La foi et la peur : couple antinomique ? L’expression « faire un pas de foi » montre bien, pourtant, que mettre sa foi en action implique souvent un combat, qui n’est pas toujours contre le doute, mais contre notre sentiment de culpabilité : sommes-nous vraiment dignes d’être exaucés ?
La femme dont il est question dans ce texte est donc atteinte d’une perte de sang constante depuis longtemps (12 ans) ; à vue humaine, son cas est désespéré, aucun médecin n’ayant pu la guérir ; circonstance aggravante, la maladie qui la frappe se double, d’après la Loi de l’Ancien Testament, d’une impureté qui s’étend à toute personne avec qui elle entrerait en contact ; elle est donc non seulement malade, mais exclue de la société.
Jésus, qui vient de traverser le lac de Tibériade, est précédé par sa réputation : une foule immense l’attend, et se presse tout de suite autour de lui ; la femme a entendu parler de lui comme tout le monde (verset 27), et reprend espoir.
Mais la démarche de foi qu’elle envisage est particulièrement difficile dans son cas : que vont penser les autres, si elle prend le risque de rendre impur le maître ? Elle perçoit sans doute au fond d’elle-même qu’il est au-dessus de toute contamination ; elle ose venir à lui, mais par derrière, et se contente de toucher son vêtement : signe d’une foi un peu magique ? Et qui n’ose pas dire son nom ?
Mais la foi n’implique pas obligatoirement l’absence de peur ; au contraire, mettre sa foi à l’épreuve, faire un « pas de foi », s’exprime souvent par le courage de surmonter sa peur au nom d’une conviction intime ; et c’est ce que fait cette femme en s’appuyant sur la conviction que « si elle peut seulement toucher les vêtements de Jésus, elle sera sauvée » (verset 28).
De fait, c’est une foi qui opère : la perte de sang s’arrête, et Jésus sent « qu’une force est sortie de lui » (verset 30), sans être totalement conscient de tout ce qui s’est passé, puisqu’il demande : « qui m’a touché ? » : mystère de l’incarnation ; comme les apôtres après lui, et comme tout homme « né de l’esprit » (Jean 3, 6-7), Jésus a en lui une force qui ne vient pas de lui ; une force qui, par exemple, donnera plus tard à Pierre le courage de s’adresser à la foule à la Pentecôte et d’affronter ensuite le Sanhédrin.

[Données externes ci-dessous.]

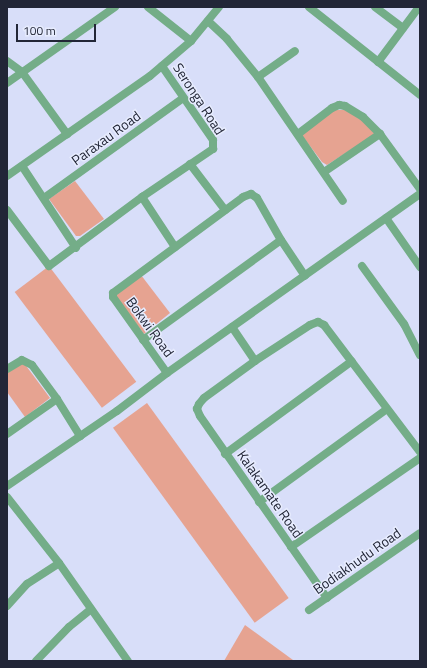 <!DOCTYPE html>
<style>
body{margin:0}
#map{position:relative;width:427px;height:668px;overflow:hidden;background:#d8def9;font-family:"Titillium Web",sans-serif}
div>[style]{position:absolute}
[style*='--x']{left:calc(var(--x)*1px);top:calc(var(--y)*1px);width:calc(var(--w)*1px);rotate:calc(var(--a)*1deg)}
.green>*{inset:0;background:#e6a391;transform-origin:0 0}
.minor>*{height:8px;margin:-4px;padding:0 4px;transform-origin:4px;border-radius:4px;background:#74ad88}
span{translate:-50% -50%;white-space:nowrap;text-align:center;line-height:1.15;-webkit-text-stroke:3px #e7ecfe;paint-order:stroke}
.street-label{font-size:14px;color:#222637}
.frame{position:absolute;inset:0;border:8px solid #222637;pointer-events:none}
.scale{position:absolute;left:16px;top:24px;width:80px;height:18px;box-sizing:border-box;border:2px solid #222637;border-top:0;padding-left:5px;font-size:12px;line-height:14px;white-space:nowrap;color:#222637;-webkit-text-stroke:3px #e7ecfe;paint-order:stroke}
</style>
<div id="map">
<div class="green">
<div style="clip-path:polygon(333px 110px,346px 110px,363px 120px,375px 134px,327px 165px,322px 162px,301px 134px)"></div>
<div style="clip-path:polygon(75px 181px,104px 219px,80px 236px,76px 236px,49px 199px)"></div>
<div style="left:49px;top:266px;width:145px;height:43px;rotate:53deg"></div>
<div style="clip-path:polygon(141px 275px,170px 313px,144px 334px,116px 297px,118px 293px)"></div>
<div style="clip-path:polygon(24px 363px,50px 398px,25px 417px,7px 392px,7px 371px)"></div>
<div style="left:147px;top:403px;width:241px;height:42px;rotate:54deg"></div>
<div style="clip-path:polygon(245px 625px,293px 660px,292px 661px,224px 661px)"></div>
</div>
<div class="minor">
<div style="--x:148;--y:7;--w:55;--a:38.3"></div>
<div style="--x:309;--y:7;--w:142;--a:38.4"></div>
<div style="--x:375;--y:7;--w:35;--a:37"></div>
<div style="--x:208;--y:21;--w:26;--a:43"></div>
<div style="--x:227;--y:39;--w:49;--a:50.8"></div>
<div style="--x:258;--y:77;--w:150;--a:55.6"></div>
<div style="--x:7;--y:61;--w:19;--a:36"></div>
<div style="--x:22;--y:72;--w:77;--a:54"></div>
<div style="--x:378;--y:62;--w:69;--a:-53.3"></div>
<div style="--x:258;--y:77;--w:45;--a:-35.1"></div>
<div style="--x:7;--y:83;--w:132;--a:-35.1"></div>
<div style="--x:298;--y:134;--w:43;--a:-37.4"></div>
<div style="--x:332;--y:108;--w:8;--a:-23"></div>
<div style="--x:339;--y:105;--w:6;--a:9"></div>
<div style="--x:345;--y:106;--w:21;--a:31"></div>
<div style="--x:363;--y:117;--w:24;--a:45"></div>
<div style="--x:380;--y:134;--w:68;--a:54"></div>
<div style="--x:190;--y:164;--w:58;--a:52.7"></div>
<div style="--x:22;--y:166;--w:98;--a:56.6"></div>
<div style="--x:324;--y:172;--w:68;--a:-34.2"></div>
<div style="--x:7;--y:176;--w:174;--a:-35"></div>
<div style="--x:150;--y:76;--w:54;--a:-40.5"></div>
<div style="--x:191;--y:41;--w:44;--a:-50.5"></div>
<div style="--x:142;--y:197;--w:60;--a:56.6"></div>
<div style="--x:44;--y:198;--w:171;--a:-35.7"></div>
<div style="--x:7;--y:210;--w:70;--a:53.1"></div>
<div style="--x:49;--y:266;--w:116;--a:-36.6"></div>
<div style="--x:142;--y:197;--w:86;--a:-34.1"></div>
<div style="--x:213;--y:149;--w:9;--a:-90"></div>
<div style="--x:213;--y:140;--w:90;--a:-124.6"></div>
<div style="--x:386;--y:218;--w:60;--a:55.2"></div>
<div style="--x:362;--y:266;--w:72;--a:54.1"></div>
<div style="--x:404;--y:324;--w:35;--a:63"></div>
<div style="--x:232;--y:327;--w:41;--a:55.9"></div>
<div style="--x:143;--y:340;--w:170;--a:-35.9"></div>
<div style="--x:7;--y:369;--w:17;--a:-31"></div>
<div style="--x:22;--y:360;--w:11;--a:27"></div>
<div style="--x:32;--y:365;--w:42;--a:53.7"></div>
<div style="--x:57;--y:399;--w:44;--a:58.1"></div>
<div style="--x:167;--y:373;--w:93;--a:-125.4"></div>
<div style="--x:113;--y:297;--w:4;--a:-90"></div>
<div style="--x:113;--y:293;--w:162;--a:-36.4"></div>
<div style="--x:243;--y:197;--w:9;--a:-21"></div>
<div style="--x:251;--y:194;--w:7;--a:34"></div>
<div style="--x:257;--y:198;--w:48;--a:60.3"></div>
<div style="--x:281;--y:240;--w:43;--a:56.3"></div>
<div style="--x:7;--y:434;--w:61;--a:-35"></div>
<div style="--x:225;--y:454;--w:157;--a:-36.2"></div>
<div style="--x:7;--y:486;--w:133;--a:-34.3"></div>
<div style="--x:117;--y:411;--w:63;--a:-37.2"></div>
<div style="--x:167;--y:373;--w:310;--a:-35.3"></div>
<div style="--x:7;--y:497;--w:84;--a:51.8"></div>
<div style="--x:59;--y:563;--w:120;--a:54.9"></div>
<div style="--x:259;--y:502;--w:158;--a:-36"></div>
<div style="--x:291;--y:547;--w:157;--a:-34.6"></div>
<div style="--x:327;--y:598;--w:222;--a:-124.9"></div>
<div style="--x:200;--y:416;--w:8;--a:-113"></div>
<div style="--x:197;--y:409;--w:5;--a:-68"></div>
<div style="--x:199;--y:404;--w:8;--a:-50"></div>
<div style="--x:204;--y:398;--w:63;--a:-36"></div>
<div style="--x:255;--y:361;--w:66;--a:-33.2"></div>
<div style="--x:310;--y:325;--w:9;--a:-21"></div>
<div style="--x:318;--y:322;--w:7;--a:27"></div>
<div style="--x:324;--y:325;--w:159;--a:52.9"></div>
<div style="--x:7;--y:606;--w:30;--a:-48"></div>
<div style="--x:27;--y:584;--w:38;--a:-33"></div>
<div style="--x:309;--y:610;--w:135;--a:-34.7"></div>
<div style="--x:36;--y:661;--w:47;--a:-45.9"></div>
<div style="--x:69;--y:627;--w:28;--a:-39"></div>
</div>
<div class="street-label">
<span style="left:199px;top:99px;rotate:57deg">Seronga Road</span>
<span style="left:106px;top:138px;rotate:-36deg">Paraxau Road</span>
<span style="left:150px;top:327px;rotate:54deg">Bokwi Road</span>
<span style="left:270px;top:494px;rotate:55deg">Kalakamate Road</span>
<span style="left:357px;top:561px;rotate:-35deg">Bodiakhudu Road</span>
</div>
<div class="frame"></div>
<div class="scale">100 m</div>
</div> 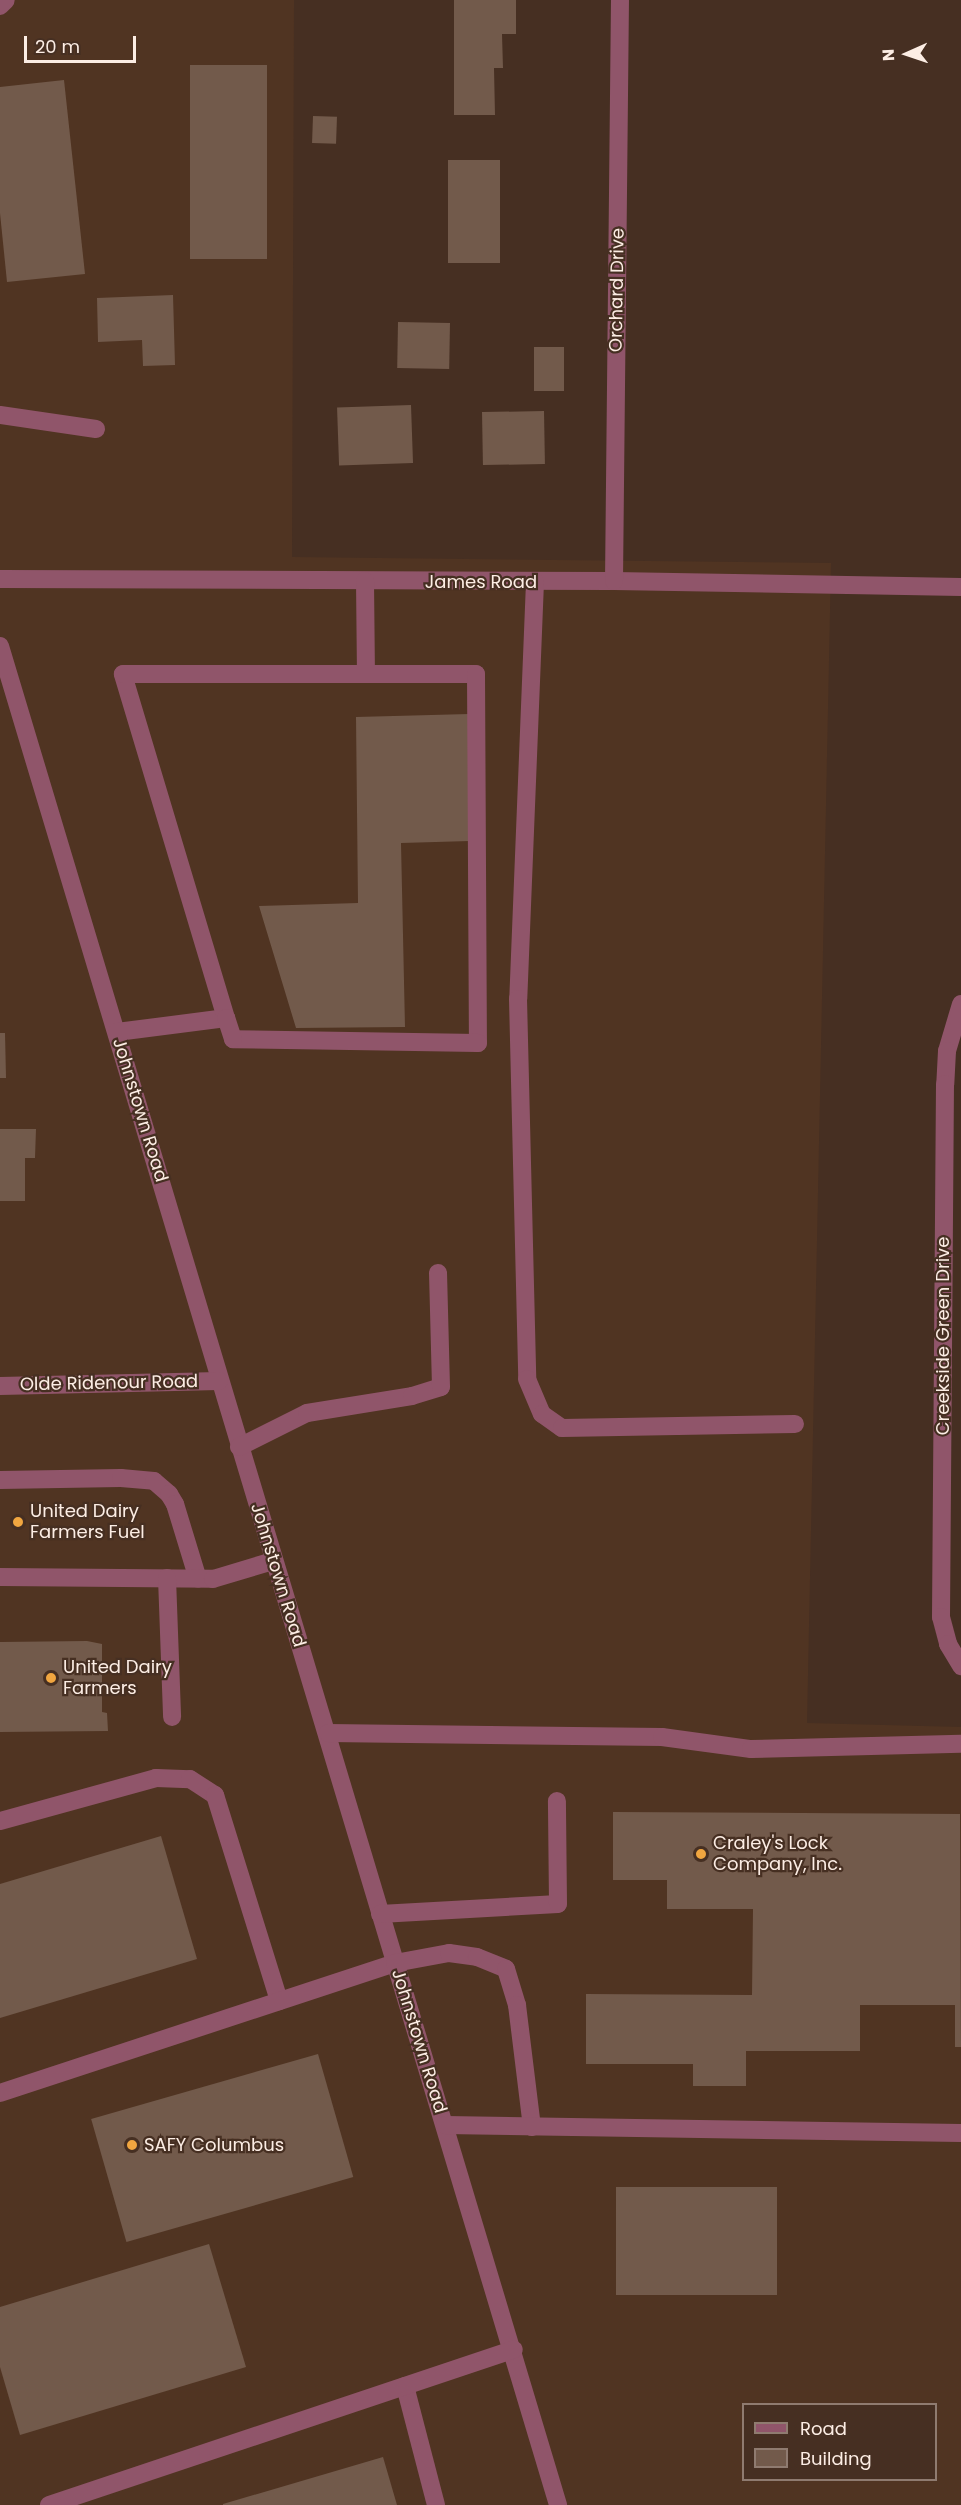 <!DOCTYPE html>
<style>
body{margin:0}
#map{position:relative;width:961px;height:2505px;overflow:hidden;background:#462f22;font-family:Poppins,sans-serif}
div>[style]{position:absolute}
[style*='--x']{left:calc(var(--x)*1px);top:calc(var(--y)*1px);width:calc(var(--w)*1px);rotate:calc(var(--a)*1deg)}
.built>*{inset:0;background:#503422}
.building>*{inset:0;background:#725a4b;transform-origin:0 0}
.minor>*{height:18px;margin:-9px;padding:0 9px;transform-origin:9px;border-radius:9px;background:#90556a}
.dots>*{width:16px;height:16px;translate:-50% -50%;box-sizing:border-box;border:3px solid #462f22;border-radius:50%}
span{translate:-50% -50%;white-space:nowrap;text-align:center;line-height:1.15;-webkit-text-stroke:4.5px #462f22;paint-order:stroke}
.street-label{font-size:18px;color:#fcede4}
.poi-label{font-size:18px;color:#fcede4}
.left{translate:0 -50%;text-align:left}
.legend{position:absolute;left:742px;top:2403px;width:195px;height:78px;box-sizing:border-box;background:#462f22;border:2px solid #8f7b70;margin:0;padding:8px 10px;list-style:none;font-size:18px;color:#fcede4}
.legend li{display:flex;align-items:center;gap:12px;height:30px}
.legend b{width:30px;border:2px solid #8f7b70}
.north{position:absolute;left:877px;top:24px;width:60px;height:60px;-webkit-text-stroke:4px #462f22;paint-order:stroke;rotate:267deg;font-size:16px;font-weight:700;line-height:24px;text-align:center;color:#fcede4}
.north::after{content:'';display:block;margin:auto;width:21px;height:27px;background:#fcede4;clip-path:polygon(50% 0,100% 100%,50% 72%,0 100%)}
.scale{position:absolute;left:24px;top:36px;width:112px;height:27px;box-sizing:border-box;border:3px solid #fcede4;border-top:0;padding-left:8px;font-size:18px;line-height:21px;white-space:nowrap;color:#fcede4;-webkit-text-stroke:4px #462f22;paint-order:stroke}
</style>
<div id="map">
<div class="built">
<div style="clip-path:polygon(evenodd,0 0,294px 0,292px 557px,831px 563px,807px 1723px,961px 1727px,961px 2505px,0 2505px,0 0,744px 2404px,936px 2404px,936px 2480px,744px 2480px,744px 2404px)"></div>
</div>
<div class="building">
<div style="clip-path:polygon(454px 0,516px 0,516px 34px,502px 34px,503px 68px,494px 68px,495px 115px,454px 115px)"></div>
<div style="left:190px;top:65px;width:77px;height:194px"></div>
<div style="clip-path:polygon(64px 80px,85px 274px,7px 282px,0 213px,0 87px)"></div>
<div style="left:313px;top:116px;width:24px;height:27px;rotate:2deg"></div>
<div style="left:448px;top:160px;width:52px;height:103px"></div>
<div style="clip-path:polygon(173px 295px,175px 365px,143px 366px,142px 340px,98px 342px,97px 298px)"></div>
<div style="left:398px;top:322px;width:52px;height:46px;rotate:1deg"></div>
<div style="left:534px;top:347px;width:30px;height:44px"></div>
<div style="left:411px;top:405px;width:58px;height:74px;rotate:88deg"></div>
<div style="left:544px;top:411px;width:53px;height:62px;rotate:89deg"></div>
<div style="clip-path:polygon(469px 714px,470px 841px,401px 843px,405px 1027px,296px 1028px,259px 906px,358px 903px,356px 717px)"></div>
<div style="clip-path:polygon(0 1033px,5px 1033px,6px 1078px,0 1078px)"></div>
<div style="clip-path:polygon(0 1129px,36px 1129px,35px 1158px,25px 1158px,25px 1201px,0 1201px)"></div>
<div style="clip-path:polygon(87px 1641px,102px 1644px,102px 1712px,107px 1713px,108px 1731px,0 1732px,0 1642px)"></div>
<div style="clip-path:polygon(613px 1812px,960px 1814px,961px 2047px,955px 2047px,955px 2005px,860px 2005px,860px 2051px,746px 2051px,746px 2086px,693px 2086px,693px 2064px,586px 2064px,586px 1994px,752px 1995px,753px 1909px,667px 1909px,667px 1880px,613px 1880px)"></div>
<div style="clip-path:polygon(161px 1836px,197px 1959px,0 2018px,0 1884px)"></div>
<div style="left:318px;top:2054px;width:128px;height:236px;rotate:74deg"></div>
<div style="left:616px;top:2187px;width:161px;height:108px"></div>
<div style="clip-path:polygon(209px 2244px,246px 2367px,20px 2435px,0 2367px,0 2307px)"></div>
<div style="clip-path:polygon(383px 2457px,397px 2505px,223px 2505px,223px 2504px)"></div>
</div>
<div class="minor">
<div style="--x:0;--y:6;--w:8;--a:-45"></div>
<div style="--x:0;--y:415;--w:97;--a:8.3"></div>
<div style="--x:0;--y:579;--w:614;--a:0.19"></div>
<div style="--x:614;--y:581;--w:347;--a:1"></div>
<div style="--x:365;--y:581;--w:93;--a:89.4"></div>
<div style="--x:614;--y:581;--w:581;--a:-89.41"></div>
<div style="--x:535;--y:582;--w:417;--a:92.3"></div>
<div style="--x:518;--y:999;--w:380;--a:88.6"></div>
<div style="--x:527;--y:1379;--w:38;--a:67"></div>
<div style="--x:542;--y:1414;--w:24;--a:35"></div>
<div style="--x:562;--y:1428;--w:233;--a:-1"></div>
<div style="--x:0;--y:646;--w:1941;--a:73.29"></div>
<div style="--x:961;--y:1004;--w:49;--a:106.6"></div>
<div style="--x:947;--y:1051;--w:33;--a:93"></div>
<div style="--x:945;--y:1084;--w:533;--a:90.43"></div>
<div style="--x:941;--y:1617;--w:28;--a:75"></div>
<div style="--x:948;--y:1644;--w:26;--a:59"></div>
<div style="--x:117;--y:1032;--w:110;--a:-7.3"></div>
<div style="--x:226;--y:1018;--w:359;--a:-106.7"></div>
<div style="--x:123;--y:674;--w:353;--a:0"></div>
<div style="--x:476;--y:674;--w:369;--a:89.7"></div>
<div style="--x:478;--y:1043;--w:245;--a:-179.1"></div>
<div style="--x:233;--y:1039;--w:22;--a:-108"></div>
<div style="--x:0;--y:1386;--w:219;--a:-1.3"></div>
<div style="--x:239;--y:1447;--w:76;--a:-26.6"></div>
<div style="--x:307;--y:1413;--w:106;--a:-9.2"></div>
<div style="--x:412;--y:1396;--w:30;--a:-17"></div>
<div style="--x:441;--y:1387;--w:114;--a:-91.5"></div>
<div style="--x:0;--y:1480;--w:121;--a:-0.9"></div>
<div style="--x:121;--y:1478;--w:33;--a:5"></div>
<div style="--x:154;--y:1481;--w:20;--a:41"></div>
<div style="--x:169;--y:1494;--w:12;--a:59"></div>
<div style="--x:175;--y:1504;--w:78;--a:73"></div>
<div style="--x:0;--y:1577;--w:213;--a:0.5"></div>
<div style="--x:213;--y:1579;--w:63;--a:-16.7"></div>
<div style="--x:167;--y:1578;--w:139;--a:87.9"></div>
<div style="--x:328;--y:1733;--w:334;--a:0.7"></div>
<div style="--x:662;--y:1737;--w:90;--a:7.7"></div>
<div style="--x:751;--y:1749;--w:210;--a:-1.4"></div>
<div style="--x:0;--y:1821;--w:162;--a:-15.4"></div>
<div style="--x:156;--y:1778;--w:34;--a:2"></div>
<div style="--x:190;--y:1779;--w:30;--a:33"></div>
<div style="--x:215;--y:1795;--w:216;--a:72.7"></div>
<div style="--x:380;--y:1914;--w:178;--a:-3.2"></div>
<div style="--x:558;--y:1904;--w:103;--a:-90.6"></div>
<div style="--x:0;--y:2093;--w:416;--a:-18.2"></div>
<div style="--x:395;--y:1963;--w:55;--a:-10.5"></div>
<div style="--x:449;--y:1953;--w:28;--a:8"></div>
<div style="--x:477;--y:1957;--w:31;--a:22"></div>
<div style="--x:506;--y:1969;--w:38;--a:73"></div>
<div style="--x:517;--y:2005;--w:123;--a:83"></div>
<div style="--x:445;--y:2125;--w:516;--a:0.89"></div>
<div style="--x:405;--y:2386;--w:123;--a:75.4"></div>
<div style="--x:49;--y:2505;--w:490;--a:-18.5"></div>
</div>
<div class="dots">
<div style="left:18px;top:1522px;background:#f1a640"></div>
<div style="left:51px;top:1678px;background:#f1a640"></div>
<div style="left:701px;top:1854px;background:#f1a640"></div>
<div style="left:132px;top:2145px;background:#f1a640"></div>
</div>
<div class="street-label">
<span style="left:617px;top:290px;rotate:-89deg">Orchard Drive</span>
<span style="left:481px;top:582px">James Road</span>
<span style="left:140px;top:1110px;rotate:73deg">Johnstown Road</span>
<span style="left:943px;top:1336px;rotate:-90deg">Creekside Green Drive</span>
<span style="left:109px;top:1383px;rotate:-1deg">Olde Ridenour Road</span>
<span style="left:278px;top:1575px;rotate:73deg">Johnstown Road</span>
<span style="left:419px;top:2041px;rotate:73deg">Johnstown Road</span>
</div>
<div class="poi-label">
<span class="left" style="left:30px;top:1522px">United Dairy<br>Farmers Fuel</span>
<span class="left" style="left:63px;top:1678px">United Dairy<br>Farmers</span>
<span class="left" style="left:713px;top:1854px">Craley's Lock<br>Company, Inc.</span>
<span class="left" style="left:144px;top:2145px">SAFY Columbus</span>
</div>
<ul class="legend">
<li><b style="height:8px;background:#90556a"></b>Road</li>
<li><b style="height:16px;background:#725a4b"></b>Building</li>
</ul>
<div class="north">N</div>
<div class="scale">20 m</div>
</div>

En entendant la demande de Jésus, la femme est toute tremblante (verset 33). Que va-t-il se passer si la vérité éclate ? La peur est là encore ! Mais la réaction de Jésus chasse en elle toute inquiétude : faisant fi du problème de l’impureté, il reconnaît pleinement sa foi ; une foi qui « l’a sauvée » (verset 34) : mot qui dans le texte d’origine, peut se traduire aussi bien par « sauver » que par « guérir » : pas de frontière, pour jésus, entre la guérison physique et la guérison spirituelle, comme le montre déjà sa déclaration au paralytique quelques chapitres avant dans Marc (2) : « mon enfant, tes péchés te sont pardonnés ».
Grâce à ce combat de la foi, la guérison est donc pleinement acquise ; la femme n’est pas seulement guérie de sa maladie ; retrouvant à la fois sa dignité et sa place dans la société, elle peut maintenant « aller en paix » (verset 34).